Welcome to our guide on leveraging the power of artificial intelligence for speech recognition in the Portuguese language! In this blog post, we will explore how to fine-tune the Wav2vec2 model using the Common Voice dataset and other data augmentation techniques. This powerful model has shown promising results in automatic speech recognition (ASR), and you can easily implement it in your own projects.
Getting Started
To kick things off, you need to set up your environment by ensuring you have the necessary libraries. Here’s what you need:
- Python
- Transformers library
- PyTorch
- Torchaudio
Once you have these prerequisites, you can begin with fine-tuning the Wav2vec2 model.
Code Implementation
Below is a step-by-step guide to loading the model, processing your dataset, and testing the results. Think of the code as a recipe. Each line is an ingredient building toward a delicious dish of speech recognition.
Start by importing the required libraries:
from transformers import AutoTokenizer, Wav2Vec2ForCTC
This is similar to gathering your pots and pans before you start cooking. Now, let’s load the tokenizer and the model:
tokenizer = AutoTokenizer.from_pretrained('Edresson/wav2vec2-large-100k-voxpopuli-ft-Common_Voice_plus_TTS-Dataset_plus_Data_Augmentation-portuguese')
model = Wav2Vec2ForCTC.from_pretrained('Edresson/wav2vec2-large-100k-voxpopuli-ft-Common_Voice_plus_TTS-Dataset_plus_Data_Augmentation-portuguese')
These two lines set the stage for our cooking—now we have the ingredients ready to mix.
Processing the Dataset
After preparing the model, it’s time to process the Common Voice dataset. This is akin to chopping veggies for your dish; the finer they are, the better they mix in.
dataset = load_dataset('common_voice', 'pt', split='test', data_dir='cv-corpus-7.0-2021-07-21')
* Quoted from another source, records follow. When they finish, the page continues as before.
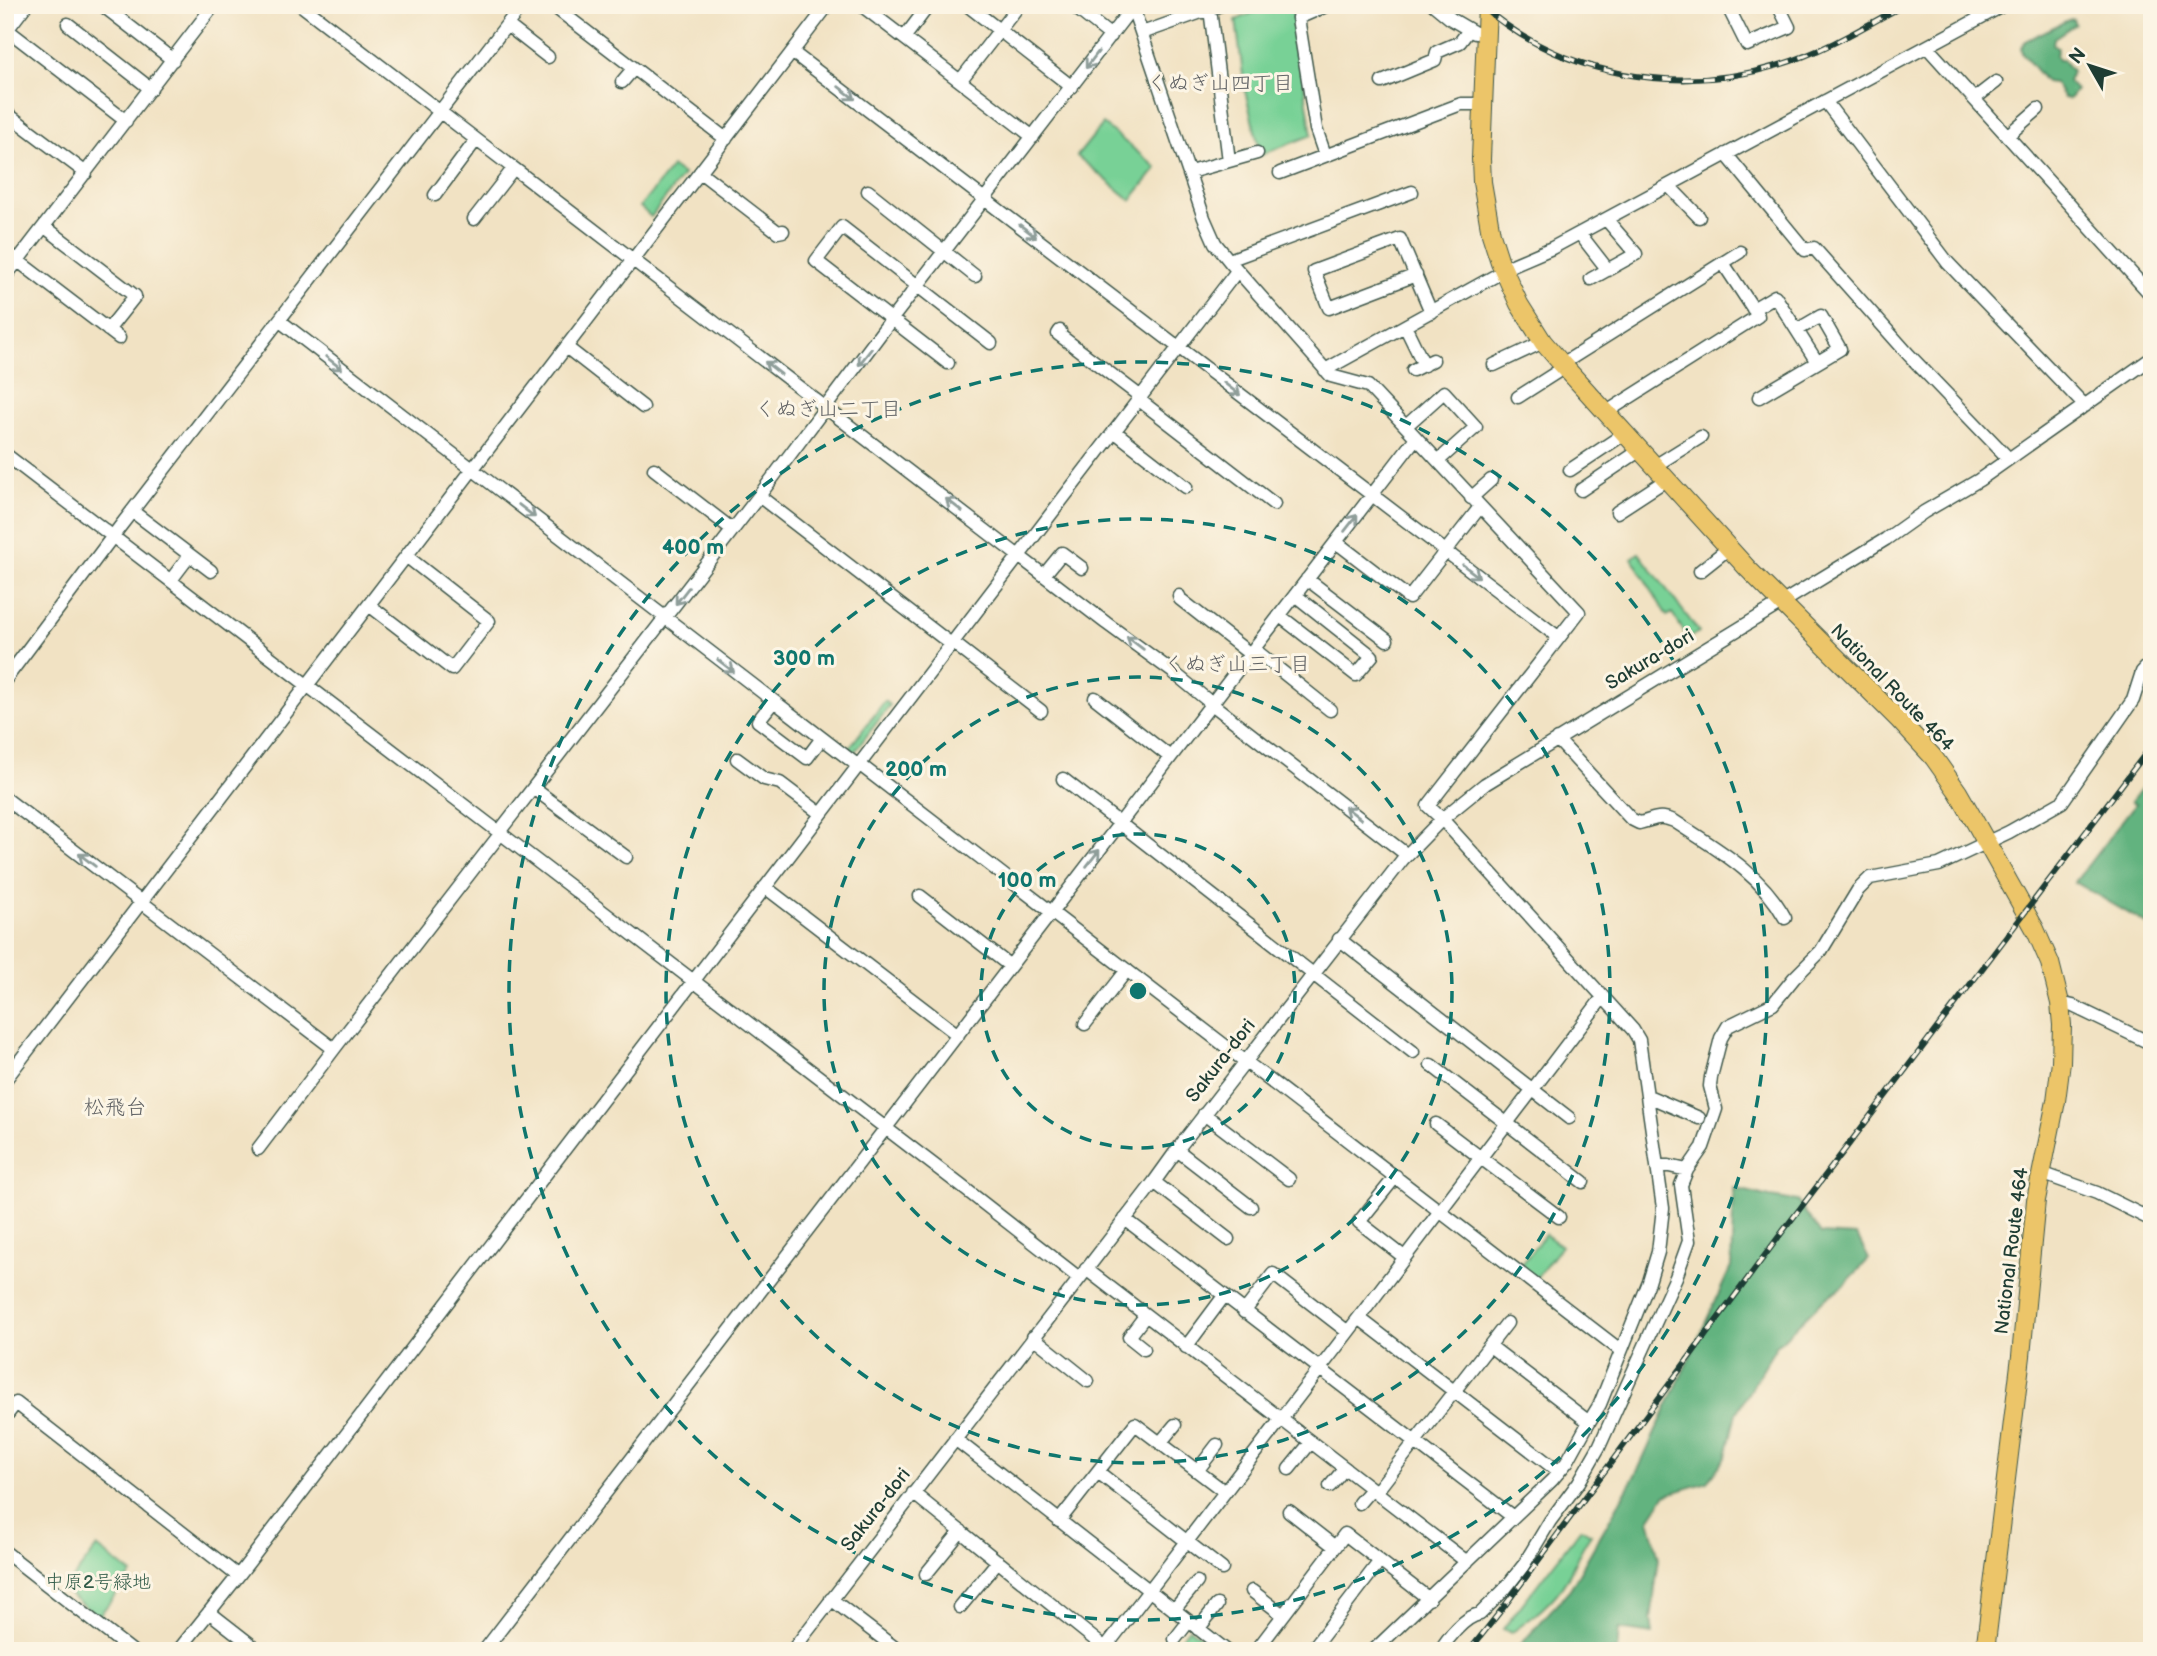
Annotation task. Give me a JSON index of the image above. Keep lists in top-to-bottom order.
{
  "streets": {
    "highway": ["National Route 464"],
    "street": ["Sakura-dori"]
  },
  "crossings": [
    ["Sakura-dori", "National Route 464"]
  ],
  "districts": [
    "くぬぎ山四丁目",
    "くぬぎ山二丁目",
    "くぬぎ山三丁目",
    "松飛台"
  ],
  "parks": ["中原2号緑地"],
  "north": "top left",
  "rings": [
    "400 m",
    "300 m",
    "200 m",
    "100 m"
  ]
}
resampler = torchaudio.transforms.Resample(orig_freq=48_000, new_freq=16_000)
Next, you’ll want to map the audio files in the dataset. Here’s how to do it:
def map_to_array(batch):
speech, _ = torchaudio.load(batch['path'])
batch['speech'] = resampler.forward(speech.squeeze(0)).numpy()
batch['sampling_rate'] = resampler.new_freq
batch['sentence'] = re.sub(chars_to_ignore_regex, '', batch['sentence']).lower().replace('’', '')
return batch
ds = dataset.map(map_to_array)
This function is your kitchen assistant, helping you transform your ingredients into an easy-to-handle format.
Testing the Results
Once your data is prepared, it’s essential to test the model and validate its effectiveness. After all, every chef must taste their dish!
result = ds.map(map_to_pred, batched=True, batch_size=1, remove_columns=list(ds.features.keys()))
print(wer.compute(predictions=result['predicted'], references=result['target']))
Finally, print the Word Error Rate (WER) to assess your model’s performance. If it’s around 20.20% as noted in the Common Voice 7.0, you’re doing great!
Troubleshooting
If you encounter issues, here are a few troubleshooting steps:
- Ensure all libraries are properly installed and up-to-date.
- Check dataset paths and availability.
- Validate the data format to avoid mismatches during processing.
For more insights, updates, or to collaborate on AI development projects, stay connected with fxis.ai.
Conclusion
Congratulations on fine-tuning the Wav2vec2 model for Portuguese! Your understanding of speech recognition technology is now at a whole new level.
At fxis.ai, we believe that such advancements are crucial for the future of AI, as they enable more comprehensive and effective solutions. Our team is continually exploring new methodologies to push the envelope in artificial intelligence, ensuring that our clients benefit from the latest technological innovations.